An exhibition facility affiliated with the Hiroshima Peace Memorial Museum.
On 5 September 2012, Hiroshima City decided to turn Schmoe House, a branch of the Hiroshima Peace Memorial Museum, in Eba-nihonmatsu, Naka-ku, which was originally built for hibakusha by volunteers led by Floyd Schmoe (1895-2001), a special honorary citizen, into an exhibition facility affiliated to Peace Memorial Museum. It opened on 1 November 2012, and introduce foreigners and Japan volunteers who helped Hiroshima in postwar years of recovery. The Grand Opening ceremony also commemorated a group of Seattle volunteers who traveled to Hiroshima to build houses in the wake of the atomic bomb more than 60 years ago.
The Schmoe House was built in 1951 as a wooden bungalow with floor space of 55 m2. It displays picture panels and other things to honor achievements of Floyd Schmoe, Dr. Marcel Junod and others. Many young Japanese volunteers from Tokyo and Hiroshima joined the project. While in Hiroshima, the volunteers lived at a church headed by a Methodist minister, Rev. Kiyoshi Tanimoto.
The Schmoe House is the only remaining one among the 21 houses the volumteers built from 1949 to 1953 with the money donated in the U.S. as a house or a meeting place for hibakusha (A-Bomb survivors). Houses were also built in Nagasaki, the other city that suffered a nuclear attack. Rev. Brooks Andrews said his father returned to Japan in 1951 or 1952 to help with the Nagasaki effort.
Floyd Schmoe first traveled to Hiroshima in 1949 to build houses for bombing survivors as part of a four-person delegation that included Rev. Emery Andrews, a longtime pastor of Seattle's Japanese Baptist Church, and Ms. Daisy Tibbs-Dawson, who still lives in Seattle. The fourth delegation member was Ms. Ruth Jenkins.

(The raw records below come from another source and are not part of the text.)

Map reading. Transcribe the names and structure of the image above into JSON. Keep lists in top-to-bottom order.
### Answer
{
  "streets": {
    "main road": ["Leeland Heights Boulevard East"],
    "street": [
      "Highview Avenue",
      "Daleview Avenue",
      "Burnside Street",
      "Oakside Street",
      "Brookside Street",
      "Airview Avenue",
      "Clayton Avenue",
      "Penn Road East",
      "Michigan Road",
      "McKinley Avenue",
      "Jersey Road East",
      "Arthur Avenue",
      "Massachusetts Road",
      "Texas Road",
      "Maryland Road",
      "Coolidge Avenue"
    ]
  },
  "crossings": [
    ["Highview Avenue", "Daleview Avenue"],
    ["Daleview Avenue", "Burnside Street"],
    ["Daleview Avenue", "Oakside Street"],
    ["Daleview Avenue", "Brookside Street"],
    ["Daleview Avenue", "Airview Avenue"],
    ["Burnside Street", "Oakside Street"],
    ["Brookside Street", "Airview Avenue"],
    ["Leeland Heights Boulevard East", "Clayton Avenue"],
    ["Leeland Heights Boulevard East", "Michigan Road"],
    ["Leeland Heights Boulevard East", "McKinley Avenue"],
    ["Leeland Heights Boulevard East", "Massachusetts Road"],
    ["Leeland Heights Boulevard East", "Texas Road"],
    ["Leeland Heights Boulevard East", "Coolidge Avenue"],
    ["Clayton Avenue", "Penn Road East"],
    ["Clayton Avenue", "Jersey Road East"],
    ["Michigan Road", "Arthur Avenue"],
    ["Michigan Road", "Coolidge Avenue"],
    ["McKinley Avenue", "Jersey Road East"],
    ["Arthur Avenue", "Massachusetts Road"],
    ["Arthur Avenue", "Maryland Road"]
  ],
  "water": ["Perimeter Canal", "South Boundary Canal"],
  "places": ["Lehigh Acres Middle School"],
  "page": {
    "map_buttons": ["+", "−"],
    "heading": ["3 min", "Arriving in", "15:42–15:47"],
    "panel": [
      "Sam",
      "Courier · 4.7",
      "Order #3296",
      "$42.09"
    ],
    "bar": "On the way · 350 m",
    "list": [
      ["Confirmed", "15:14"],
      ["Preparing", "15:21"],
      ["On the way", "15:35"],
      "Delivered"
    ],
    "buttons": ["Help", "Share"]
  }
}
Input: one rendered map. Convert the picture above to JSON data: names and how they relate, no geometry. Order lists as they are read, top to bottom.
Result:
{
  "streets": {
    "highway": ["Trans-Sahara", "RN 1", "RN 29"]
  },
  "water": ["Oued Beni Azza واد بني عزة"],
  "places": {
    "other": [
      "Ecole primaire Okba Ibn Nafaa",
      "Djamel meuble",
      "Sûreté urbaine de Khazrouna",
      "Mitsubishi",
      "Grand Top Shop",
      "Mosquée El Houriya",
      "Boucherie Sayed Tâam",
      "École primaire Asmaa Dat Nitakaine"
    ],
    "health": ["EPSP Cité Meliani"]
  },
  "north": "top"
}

Yosh Nakagawa and Rev. Emery Andrews' son, Pastor Brooks Andrews, (who is the interim senior minister Seattle Japanese Baptist Church) traveled from Seattle to Hiroshima for the opening of Schmoe House. Members of Schmoe's family, friends of Mr. Nakagawa and Rev. Andrews, and a number of Japanese Americans also attended the opening.